Within the records below, find each line that holds the string "fillText", then copy it.
MATERIAL PROVIDED Start Marker
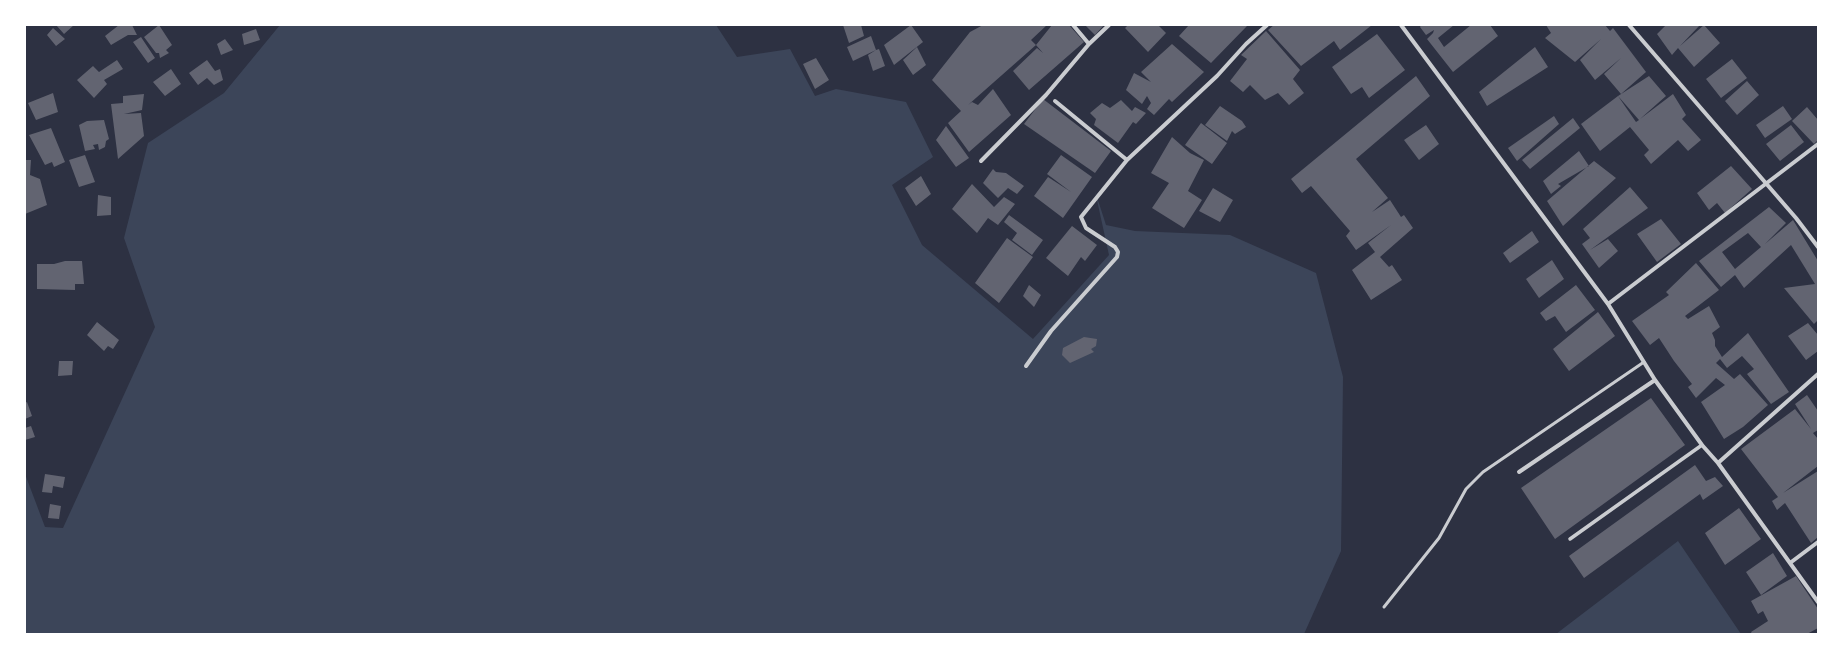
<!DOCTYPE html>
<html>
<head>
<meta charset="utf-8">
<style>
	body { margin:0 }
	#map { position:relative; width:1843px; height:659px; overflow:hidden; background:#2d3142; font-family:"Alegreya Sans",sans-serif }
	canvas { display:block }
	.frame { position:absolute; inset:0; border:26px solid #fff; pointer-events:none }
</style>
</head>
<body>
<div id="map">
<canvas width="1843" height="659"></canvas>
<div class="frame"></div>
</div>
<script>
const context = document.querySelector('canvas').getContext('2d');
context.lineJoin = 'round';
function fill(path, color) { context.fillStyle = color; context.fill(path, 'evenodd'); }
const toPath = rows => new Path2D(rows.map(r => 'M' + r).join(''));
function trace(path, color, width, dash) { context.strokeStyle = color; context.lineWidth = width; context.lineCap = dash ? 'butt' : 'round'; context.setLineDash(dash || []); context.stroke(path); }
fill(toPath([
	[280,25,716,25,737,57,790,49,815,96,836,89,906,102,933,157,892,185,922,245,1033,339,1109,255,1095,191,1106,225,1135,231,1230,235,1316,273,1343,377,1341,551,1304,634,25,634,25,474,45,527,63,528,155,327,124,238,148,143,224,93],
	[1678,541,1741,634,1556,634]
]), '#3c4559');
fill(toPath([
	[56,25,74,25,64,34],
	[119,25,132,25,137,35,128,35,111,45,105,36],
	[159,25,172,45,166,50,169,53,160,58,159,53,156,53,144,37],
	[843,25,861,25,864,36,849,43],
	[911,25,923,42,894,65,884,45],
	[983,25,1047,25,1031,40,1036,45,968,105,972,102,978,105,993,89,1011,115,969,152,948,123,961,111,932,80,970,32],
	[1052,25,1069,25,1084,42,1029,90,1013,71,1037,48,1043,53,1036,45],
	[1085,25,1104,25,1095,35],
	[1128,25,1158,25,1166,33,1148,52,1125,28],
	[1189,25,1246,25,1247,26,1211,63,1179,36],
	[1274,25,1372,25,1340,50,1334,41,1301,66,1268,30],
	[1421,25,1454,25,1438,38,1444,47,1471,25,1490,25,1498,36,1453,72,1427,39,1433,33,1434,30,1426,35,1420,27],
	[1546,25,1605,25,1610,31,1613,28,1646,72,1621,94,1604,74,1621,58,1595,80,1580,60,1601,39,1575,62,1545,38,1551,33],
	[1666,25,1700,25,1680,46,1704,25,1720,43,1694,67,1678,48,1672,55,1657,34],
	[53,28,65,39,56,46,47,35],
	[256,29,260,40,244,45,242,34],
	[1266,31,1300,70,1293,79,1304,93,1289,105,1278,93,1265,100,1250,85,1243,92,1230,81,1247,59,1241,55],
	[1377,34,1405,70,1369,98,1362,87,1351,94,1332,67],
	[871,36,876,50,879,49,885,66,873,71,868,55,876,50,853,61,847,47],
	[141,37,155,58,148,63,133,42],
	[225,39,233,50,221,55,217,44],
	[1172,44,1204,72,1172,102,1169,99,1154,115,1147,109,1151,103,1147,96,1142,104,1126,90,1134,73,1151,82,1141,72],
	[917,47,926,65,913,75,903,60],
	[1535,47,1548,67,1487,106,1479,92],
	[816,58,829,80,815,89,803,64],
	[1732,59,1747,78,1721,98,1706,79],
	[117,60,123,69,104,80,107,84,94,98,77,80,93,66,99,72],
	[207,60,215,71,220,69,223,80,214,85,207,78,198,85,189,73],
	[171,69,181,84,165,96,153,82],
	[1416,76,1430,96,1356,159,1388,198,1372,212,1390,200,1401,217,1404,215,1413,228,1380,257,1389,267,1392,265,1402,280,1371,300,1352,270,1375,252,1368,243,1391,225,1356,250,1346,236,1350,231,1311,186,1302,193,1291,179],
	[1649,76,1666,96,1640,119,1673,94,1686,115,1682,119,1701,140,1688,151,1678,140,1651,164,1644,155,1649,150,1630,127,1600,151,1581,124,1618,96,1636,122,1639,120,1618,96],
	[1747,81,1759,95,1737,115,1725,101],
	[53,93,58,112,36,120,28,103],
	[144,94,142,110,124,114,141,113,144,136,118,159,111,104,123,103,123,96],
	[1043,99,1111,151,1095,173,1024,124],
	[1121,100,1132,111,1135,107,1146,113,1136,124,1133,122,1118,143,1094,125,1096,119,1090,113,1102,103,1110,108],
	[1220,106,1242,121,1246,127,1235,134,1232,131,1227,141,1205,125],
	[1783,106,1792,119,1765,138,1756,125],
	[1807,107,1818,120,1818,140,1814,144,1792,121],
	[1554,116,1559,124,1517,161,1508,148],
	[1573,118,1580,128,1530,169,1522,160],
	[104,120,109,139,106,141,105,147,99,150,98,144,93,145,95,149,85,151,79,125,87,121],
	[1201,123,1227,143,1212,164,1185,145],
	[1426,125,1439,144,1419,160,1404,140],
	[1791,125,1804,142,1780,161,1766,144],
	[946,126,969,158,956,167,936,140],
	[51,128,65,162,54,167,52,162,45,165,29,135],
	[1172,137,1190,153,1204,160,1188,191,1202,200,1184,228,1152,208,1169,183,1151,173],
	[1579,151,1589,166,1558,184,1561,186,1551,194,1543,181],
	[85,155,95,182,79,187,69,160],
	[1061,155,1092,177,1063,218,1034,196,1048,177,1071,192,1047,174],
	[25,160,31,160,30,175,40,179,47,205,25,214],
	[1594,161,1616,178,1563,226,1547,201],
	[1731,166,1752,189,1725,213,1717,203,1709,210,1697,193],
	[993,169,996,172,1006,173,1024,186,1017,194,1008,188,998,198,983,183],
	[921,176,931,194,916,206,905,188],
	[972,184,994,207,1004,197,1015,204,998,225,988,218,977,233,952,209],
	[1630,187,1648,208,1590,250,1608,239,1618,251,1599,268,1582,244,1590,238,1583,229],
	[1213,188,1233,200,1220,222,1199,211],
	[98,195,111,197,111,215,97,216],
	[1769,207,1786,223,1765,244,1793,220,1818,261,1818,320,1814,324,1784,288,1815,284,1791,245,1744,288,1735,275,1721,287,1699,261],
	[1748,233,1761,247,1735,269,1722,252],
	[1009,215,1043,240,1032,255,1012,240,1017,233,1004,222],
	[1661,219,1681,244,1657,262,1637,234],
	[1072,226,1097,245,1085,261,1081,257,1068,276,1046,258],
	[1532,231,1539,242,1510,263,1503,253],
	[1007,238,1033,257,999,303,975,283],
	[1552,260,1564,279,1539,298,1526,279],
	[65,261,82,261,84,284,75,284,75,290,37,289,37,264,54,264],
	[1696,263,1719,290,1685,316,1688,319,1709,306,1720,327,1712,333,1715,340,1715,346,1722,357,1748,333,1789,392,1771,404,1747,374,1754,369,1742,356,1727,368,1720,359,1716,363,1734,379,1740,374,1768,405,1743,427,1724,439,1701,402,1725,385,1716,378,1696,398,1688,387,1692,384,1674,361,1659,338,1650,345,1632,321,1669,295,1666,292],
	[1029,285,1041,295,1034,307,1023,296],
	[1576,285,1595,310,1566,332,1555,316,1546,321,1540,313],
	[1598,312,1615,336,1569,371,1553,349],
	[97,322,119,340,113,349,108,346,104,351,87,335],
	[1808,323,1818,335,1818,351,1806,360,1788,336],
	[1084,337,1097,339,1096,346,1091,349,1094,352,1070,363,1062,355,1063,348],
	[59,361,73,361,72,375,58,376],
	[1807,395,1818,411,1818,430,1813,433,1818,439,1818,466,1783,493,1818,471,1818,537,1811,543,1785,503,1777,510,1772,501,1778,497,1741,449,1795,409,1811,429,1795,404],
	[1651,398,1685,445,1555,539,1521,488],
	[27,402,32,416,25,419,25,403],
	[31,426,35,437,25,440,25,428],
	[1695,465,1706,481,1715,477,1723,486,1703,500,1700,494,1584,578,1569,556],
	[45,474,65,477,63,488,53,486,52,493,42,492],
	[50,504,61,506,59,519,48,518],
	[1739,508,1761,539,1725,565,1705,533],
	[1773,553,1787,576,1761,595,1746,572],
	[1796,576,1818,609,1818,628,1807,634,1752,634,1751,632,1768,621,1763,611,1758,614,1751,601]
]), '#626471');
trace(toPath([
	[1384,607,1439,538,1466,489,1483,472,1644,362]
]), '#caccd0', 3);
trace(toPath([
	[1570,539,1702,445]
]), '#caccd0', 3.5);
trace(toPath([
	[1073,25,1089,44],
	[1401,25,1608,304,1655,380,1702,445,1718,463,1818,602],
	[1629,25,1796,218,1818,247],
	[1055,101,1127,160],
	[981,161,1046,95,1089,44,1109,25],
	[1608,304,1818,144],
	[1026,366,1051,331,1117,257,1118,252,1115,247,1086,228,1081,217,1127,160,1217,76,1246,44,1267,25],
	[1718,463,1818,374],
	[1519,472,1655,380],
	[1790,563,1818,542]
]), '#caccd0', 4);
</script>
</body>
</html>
MATERIAL PROVIDED End Marker
MATERIAL PROVIDED Start Marker
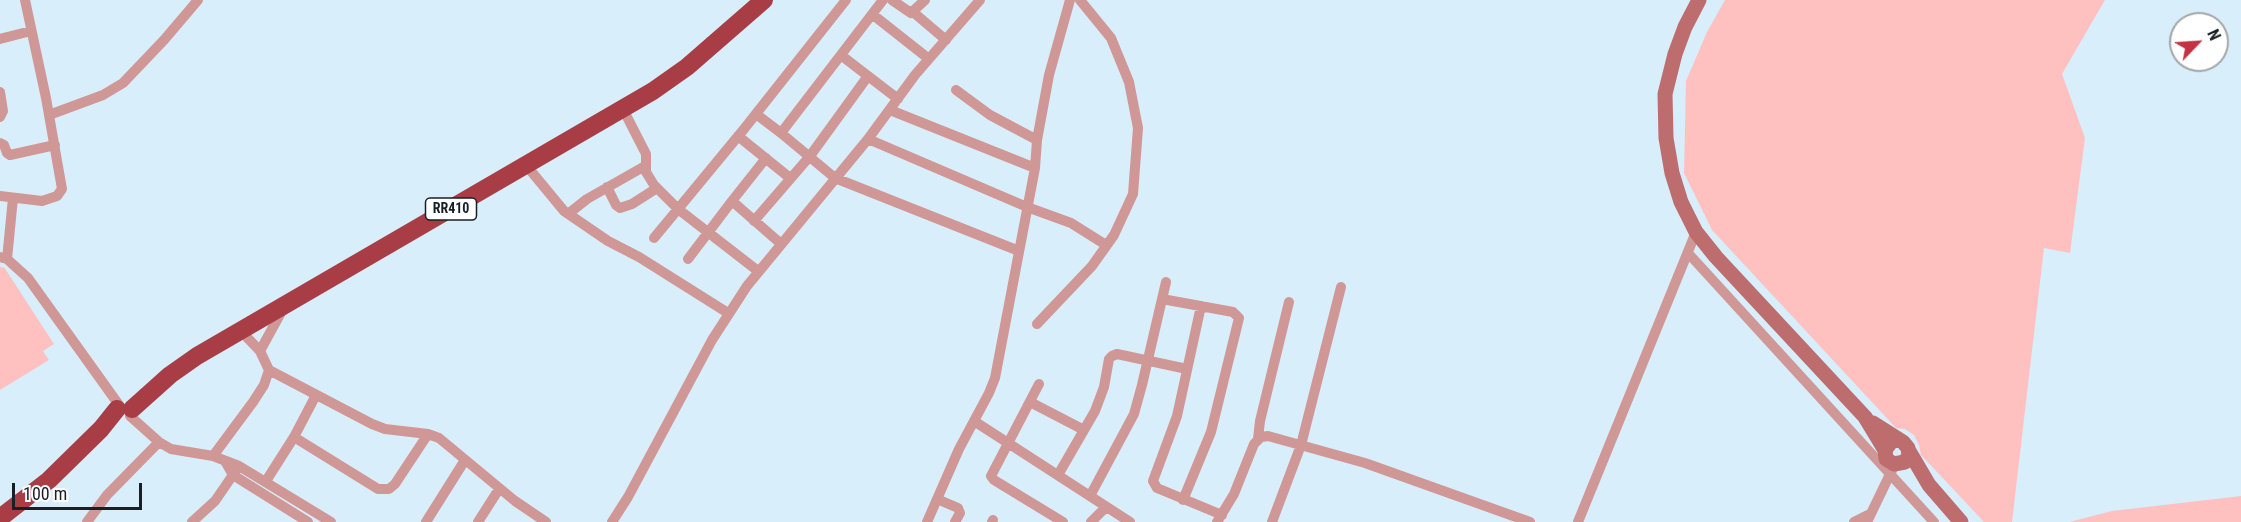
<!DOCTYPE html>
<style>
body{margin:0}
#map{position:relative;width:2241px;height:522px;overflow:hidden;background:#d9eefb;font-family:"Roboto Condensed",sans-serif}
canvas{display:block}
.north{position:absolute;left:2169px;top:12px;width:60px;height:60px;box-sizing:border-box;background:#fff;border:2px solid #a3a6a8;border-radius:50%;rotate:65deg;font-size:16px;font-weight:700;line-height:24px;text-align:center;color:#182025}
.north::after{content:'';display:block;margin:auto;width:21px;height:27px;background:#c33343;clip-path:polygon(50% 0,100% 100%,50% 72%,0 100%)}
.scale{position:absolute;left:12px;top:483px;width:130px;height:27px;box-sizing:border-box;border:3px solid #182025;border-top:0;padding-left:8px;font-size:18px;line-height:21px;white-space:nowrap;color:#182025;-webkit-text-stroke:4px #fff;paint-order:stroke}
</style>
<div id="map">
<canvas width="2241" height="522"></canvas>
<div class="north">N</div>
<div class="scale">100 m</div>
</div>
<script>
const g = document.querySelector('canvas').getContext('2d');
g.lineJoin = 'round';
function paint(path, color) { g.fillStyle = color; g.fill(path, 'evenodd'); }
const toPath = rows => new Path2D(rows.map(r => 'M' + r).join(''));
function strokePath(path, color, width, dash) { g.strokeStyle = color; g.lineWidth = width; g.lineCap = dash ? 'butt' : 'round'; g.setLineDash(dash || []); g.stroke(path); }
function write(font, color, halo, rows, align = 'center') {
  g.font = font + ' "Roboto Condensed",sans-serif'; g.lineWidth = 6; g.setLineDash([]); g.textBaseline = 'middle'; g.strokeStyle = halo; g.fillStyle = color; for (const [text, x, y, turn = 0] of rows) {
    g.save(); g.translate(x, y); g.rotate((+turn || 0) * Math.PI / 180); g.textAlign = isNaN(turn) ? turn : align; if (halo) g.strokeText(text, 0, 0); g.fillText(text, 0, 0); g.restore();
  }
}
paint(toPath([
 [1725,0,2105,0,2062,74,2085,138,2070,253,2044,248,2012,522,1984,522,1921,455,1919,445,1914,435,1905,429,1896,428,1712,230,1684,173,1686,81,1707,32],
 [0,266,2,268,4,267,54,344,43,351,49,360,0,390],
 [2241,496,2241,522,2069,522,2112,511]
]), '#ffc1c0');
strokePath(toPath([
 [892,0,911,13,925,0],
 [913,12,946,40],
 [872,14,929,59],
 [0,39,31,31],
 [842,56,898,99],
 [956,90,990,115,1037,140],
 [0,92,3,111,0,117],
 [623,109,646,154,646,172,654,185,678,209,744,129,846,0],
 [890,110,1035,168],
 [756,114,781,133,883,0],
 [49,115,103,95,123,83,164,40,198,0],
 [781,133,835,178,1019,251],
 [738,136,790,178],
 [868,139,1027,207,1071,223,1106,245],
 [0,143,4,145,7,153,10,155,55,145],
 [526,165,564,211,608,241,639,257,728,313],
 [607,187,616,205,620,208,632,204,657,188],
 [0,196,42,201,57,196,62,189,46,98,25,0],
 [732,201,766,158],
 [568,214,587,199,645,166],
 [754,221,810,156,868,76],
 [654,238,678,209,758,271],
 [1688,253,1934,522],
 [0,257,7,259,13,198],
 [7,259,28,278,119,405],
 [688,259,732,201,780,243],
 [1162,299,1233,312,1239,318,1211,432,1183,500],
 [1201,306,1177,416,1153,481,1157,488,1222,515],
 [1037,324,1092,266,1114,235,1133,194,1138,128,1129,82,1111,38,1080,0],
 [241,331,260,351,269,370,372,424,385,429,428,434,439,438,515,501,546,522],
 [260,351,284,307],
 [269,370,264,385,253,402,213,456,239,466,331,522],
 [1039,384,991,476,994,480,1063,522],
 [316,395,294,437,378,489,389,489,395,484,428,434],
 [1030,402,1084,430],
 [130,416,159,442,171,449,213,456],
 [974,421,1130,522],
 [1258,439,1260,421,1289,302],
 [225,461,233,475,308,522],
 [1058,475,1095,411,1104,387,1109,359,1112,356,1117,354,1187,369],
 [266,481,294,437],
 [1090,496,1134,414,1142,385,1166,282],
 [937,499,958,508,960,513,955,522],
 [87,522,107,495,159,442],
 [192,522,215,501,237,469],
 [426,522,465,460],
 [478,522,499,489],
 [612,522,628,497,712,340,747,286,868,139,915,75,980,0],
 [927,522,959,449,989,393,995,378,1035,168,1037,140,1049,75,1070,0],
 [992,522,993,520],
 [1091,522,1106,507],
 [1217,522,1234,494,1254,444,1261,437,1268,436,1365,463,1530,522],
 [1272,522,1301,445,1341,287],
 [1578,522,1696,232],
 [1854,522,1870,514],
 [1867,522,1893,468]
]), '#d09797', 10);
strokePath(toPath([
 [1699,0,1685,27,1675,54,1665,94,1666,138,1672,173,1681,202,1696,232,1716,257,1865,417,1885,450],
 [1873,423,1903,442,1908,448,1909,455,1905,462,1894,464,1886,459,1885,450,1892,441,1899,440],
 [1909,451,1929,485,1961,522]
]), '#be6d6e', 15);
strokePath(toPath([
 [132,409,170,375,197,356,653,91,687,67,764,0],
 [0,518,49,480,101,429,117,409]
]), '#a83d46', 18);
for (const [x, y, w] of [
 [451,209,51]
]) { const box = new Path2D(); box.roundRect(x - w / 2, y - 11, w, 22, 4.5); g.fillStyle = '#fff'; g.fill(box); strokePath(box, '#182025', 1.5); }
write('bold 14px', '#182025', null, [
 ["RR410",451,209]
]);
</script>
MATERIAL PROVIDED End Marker
MATERIAL PROVIDED Start Marker
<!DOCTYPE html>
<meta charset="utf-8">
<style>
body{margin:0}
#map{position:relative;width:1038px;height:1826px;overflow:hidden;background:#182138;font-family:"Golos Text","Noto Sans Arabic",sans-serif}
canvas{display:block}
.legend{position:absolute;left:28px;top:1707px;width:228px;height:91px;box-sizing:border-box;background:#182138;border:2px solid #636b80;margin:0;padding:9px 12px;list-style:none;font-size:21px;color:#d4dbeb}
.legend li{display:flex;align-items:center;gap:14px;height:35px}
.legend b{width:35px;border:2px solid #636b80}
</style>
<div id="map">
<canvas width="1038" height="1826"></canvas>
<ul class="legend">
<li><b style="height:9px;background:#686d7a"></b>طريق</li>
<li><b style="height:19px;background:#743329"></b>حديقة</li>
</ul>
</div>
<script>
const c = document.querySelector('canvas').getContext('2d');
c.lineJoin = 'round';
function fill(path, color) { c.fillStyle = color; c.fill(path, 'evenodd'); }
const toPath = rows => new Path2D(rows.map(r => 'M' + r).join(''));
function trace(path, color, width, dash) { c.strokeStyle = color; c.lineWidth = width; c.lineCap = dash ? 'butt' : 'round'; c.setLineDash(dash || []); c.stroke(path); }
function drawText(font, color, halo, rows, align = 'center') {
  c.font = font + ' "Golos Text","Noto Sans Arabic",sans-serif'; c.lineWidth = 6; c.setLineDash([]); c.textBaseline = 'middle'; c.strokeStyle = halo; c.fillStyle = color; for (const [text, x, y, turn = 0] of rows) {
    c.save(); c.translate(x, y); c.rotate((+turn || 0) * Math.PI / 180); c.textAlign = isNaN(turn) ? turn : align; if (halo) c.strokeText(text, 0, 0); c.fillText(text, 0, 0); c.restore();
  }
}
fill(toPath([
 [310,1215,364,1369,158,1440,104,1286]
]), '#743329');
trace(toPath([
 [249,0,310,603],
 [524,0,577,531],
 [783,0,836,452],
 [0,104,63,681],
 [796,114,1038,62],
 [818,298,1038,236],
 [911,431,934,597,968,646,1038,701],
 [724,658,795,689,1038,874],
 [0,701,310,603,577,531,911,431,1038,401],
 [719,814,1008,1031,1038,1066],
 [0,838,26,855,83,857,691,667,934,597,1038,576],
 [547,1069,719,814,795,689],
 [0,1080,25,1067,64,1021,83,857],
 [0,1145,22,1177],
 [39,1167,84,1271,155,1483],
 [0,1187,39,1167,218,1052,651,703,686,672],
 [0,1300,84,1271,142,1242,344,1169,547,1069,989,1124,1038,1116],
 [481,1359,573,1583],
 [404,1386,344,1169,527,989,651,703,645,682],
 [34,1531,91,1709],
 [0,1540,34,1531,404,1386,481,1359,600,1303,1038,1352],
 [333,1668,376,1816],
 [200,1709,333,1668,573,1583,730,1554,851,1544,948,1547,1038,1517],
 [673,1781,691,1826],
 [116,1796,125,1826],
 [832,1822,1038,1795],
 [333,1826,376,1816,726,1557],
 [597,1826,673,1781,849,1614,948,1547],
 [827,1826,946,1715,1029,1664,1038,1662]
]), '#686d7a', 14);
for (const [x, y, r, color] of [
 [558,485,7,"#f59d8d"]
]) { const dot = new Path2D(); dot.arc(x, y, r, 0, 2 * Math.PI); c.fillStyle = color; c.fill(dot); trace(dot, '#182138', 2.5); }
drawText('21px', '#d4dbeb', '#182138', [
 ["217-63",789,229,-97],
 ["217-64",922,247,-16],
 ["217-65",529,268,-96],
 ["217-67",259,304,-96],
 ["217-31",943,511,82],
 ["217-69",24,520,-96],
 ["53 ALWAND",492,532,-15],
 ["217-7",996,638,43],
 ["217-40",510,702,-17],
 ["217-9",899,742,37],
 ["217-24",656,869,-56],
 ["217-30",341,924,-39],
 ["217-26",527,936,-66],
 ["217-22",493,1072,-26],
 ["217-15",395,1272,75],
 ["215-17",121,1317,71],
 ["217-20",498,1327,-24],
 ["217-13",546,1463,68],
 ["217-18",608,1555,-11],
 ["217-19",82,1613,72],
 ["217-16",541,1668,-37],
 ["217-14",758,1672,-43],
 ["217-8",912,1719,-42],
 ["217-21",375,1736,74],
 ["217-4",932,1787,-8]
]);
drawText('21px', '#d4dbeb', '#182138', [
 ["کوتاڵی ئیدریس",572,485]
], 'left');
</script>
MATERIAL PROVIDED End Marker
• _COMPLETED EXERCISE_
    g.save(); g.translate(x, y); g.rotate((+turn || 0) * Math.PI / 180); g.textAlign = isNaN(turn) ? turn : align; if (halo) g.strokeText(text, 0, 0); g.fillText(text, 0, 0); g.restore();
    c.save(); c.translate(x, y); c.rotate((+turn || 0) * Math.PI / 180); c.textAlign = isNaN(turn) ? turn : align; if (halo) c.strokeText(text, 0, 0); c.fillText(text, 0, 0); c.restore();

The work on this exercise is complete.